There are over 90 species in the genus Quercus, commonly known as Oak trees, in North America, and hundreds of species throughout the world. Oak trees are majestic, providing a lovely shade canopy that sequesters carbon, helping to purify the air. Additionally, they provide food, support, and protection for a vibrant community of birds, mammals, and insects, and hundreds of caterpillar species in the United States. This strong and stately tree can grow over 100 ft tall and is very long lived. Protect and care for your tree when newly planted to get it off to a great start, and your Oak tree will reward you with many benefits for years to come.

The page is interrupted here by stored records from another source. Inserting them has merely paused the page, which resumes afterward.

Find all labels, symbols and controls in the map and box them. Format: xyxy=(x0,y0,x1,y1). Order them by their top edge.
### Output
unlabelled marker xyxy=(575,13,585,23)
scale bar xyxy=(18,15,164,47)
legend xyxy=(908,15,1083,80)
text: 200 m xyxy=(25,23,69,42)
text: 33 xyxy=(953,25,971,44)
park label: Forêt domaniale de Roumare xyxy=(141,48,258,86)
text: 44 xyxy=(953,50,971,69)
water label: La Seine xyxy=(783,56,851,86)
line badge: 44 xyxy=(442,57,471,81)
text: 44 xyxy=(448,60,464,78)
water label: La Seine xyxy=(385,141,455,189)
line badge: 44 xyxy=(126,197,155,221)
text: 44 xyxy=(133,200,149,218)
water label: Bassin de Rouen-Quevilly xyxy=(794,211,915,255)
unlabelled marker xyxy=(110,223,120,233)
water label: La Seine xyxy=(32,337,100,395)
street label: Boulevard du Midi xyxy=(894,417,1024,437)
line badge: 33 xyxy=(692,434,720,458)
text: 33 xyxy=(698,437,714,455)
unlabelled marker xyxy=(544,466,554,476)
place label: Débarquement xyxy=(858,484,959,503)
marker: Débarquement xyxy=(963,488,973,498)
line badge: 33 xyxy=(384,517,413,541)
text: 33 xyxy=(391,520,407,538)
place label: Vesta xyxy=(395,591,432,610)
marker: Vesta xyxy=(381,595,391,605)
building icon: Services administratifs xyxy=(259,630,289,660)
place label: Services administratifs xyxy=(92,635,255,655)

Find a location that gets full sun, at least 6-8 hours of direct sunlight daily. Always consider the eventual height and width of the variety of Oak. Many grow quite large, so select a spot where the tree will have plenty of space to grow. Oaks prefer soil that is well draining, fertile, and neutral to slightly acidic. Using a spade, dig a hole in the ground about twice as wide as the root system, and loosen the existing soil if it is hard or compact. Make sure the top of the rootball is just above the soil line, and avoid planting the crown below the soil level.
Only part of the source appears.